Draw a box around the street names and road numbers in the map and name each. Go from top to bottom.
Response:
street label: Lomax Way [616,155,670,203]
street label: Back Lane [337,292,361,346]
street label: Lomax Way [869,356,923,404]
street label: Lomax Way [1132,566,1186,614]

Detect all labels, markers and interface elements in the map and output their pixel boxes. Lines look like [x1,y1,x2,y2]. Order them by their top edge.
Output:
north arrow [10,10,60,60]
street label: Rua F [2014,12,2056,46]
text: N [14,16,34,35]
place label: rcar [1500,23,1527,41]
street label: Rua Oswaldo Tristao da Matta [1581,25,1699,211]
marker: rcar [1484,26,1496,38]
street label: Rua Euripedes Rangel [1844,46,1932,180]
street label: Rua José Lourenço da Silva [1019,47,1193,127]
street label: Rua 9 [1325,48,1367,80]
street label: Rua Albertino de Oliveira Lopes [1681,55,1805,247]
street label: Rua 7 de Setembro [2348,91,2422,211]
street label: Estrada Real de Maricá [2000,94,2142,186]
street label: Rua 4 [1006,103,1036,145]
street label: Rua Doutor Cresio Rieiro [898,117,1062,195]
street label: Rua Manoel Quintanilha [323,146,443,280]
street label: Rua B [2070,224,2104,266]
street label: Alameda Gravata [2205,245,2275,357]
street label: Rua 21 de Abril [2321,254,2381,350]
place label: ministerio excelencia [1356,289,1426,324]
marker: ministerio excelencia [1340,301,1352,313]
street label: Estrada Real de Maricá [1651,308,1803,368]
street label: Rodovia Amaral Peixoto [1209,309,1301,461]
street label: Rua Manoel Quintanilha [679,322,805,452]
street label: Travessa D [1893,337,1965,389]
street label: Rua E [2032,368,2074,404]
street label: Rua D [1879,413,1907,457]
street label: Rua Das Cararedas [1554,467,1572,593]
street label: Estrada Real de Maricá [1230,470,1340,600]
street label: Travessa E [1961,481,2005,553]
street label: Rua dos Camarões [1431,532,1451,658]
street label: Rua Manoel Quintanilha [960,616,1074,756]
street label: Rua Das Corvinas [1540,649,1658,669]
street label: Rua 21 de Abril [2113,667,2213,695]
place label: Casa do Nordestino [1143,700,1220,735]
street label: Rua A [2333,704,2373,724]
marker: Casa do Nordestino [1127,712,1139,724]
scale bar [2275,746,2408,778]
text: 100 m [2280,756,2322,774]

» What this task involves
Where does the word "Nordestino" appear in the material above? Copy every line that holds it.

» Reply
place label: Casa do Nordestino [1143,700,1220,735]
marker: Casa do Nordestino [1127,712,1139,724]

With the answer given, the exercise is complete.